Nigeria's domestic fuel market is increasingly dominated by the Dangote Petroleum Refinery, which supplied nearly 5.84 billion liters of petrol between January and May 2026. This volume represents about 81.4% of the total petrol available in the country, according to an analysis of Nigerian Midstream and Downstream Petroleum Regulatory Authority (NMDPRA) data. The refinery's output dwarfs the roughly 1.33 billion liters imported by oil marketers in the same period, establishing a supply ratio of about 4.4 liters from Dangote for every liter imported.

The refinery's market share has shown significant growth. In January, it supplied an average of 40.1 million liters daily, accounting for 61.8% of the market, with imports making up the remaining 38.2%. By February, Dangote's daily supply rose to 36.6 million liters, capturing 92.4% of the market as imports plummeted to just 3 million liters per day. During this period, the refinery also increased its capacity utilization from 61.27% in January to 78.24% in February.

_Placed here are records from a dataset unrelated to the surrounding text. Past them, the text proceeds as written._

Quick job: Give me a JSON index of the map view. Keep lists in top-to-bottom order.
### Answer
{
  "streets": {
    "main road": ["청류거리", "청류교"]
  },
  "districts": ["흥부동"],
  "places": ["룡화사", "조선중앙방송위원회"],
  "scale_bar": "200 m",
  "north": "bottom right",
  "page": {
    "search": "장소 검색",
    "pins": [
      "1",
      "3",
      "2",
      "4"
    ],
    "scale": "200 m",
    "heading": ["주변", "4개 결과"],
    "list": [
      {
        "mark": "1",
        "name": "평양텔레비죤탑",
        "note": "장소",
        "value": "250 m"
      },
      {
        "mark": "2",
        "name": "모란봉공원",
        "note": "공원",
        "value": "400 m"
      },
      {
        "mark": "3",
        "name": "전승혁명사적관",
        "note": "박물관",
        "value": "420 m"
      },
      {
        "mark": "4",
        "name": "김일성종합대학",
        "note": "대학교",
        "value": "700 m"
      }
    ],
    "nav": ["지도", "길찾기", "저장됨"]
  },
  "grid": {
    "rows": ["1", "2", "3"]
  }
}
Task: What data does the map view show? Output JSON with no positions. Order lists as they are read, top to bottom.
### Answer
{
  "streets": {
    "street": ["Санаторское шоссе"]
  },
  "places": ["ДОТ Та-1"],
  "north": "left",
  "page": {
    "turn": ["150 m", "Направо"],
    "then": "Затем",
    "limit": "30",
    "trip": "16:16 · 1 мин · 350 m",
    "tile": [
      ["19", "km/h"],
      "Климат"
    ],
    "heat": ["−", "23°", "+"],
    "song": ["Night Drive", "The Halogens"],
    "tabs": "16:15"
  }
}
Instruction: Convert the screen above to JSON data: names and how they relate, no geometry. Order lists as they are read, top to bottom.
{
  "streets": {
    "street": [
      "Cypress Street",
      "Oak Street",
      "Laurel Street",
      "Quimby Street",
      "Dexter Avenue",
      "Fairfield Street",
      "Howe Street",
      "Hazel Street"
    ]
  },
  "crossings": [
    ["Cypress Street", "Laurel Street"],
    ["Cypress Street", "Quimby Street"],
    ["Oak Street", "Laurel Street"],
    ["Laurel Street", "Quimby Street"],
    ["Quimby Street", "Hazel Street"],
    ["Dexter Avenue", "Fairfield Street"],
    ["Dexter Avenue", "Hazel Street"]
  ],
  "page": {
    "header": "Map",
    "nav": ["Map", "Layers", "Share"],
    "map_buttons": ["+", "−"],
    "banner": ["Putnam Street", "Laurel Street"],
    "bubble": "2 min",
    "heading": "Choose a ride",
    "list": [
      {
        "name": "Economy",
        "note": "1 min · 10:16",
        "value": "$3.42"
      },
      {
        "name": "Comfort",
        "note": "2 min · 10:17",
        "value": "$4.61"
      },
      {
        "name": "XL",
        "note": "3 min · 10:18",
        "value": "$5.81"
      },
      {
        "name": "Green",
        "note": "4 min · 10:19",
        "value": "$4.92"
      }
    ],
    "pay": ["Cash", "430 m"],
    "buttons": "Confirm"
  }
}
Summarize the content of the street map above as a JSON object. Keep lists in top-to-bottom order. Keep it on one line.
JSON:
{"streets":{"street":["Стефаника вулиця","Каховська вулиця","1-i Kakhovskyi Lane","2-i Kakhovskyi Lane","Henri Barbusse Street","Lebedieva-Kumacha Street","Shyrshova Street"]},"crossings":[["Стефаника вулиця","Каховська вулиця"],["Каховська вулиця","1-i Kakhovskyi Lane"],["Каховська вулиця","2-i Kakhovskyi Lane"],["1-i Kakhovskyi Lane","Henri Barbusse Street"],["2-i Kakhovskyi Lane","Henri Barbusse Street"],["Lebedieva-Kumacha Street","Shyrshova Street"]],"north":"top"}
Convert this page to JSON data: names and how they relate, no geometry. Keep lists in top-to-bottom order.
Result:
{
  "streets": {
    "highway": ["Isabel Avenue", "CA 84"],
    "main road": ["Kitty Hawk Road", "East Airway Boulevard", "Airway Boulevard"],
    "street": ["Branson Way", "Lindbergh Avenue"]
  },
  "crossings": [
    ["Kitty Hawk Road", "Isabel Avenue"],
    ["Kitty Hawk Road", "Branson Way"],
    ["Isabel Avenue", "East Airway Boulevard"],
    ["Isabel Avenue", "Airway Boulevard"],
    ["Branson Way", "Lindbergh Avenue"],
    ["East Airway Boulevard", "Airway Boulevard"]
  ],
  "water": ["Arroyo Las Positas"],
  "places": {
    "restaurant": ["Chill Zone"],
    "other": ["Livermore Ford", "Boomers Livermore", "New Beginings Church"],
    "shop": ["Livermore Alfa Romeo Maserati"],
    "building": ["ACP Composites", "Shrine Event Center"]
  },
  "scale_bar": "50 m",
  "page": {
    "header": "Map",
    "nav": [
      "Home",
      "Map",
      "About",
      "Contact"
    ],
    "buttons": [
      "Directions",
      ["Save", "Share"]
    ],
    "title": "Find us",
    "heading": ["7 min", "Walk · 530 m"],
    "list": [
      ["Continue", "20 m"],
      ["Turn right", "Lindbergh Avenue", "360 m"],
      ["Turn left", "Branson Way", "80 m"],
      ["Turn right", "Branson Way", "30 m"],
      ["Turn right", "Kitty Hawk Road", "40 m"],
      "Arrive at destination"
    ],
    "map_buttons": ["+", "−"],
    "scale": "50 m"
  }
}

These supply figures emerge amid a legal challenge initiated by the Dangote Refinery. The company is seeking to prevent the issuance of import licenses for refined petroleum products that can be produced domestically. Dangote argues that continued importation undermines its substantial investments, discourages local refining, and hinders Nigeria's goal of achieving energy independence. Supporters of this position believe banning imports would conserve foreign exchange, create jobs, and foster industrialization, sending a positive signal to investors.

Conversely, some oil marketers and stakeholders oppose a complete halt to imports. They contend that maintaining access to foreign supplies is crucial for ensuring market competition, preventing excessive market concentration, and guaranteeing price discovery. Allowing multiple suppliers, they argue, protects consumers from potential price gouging and ensures a stable supply chain, even as domestic refining capacity grows.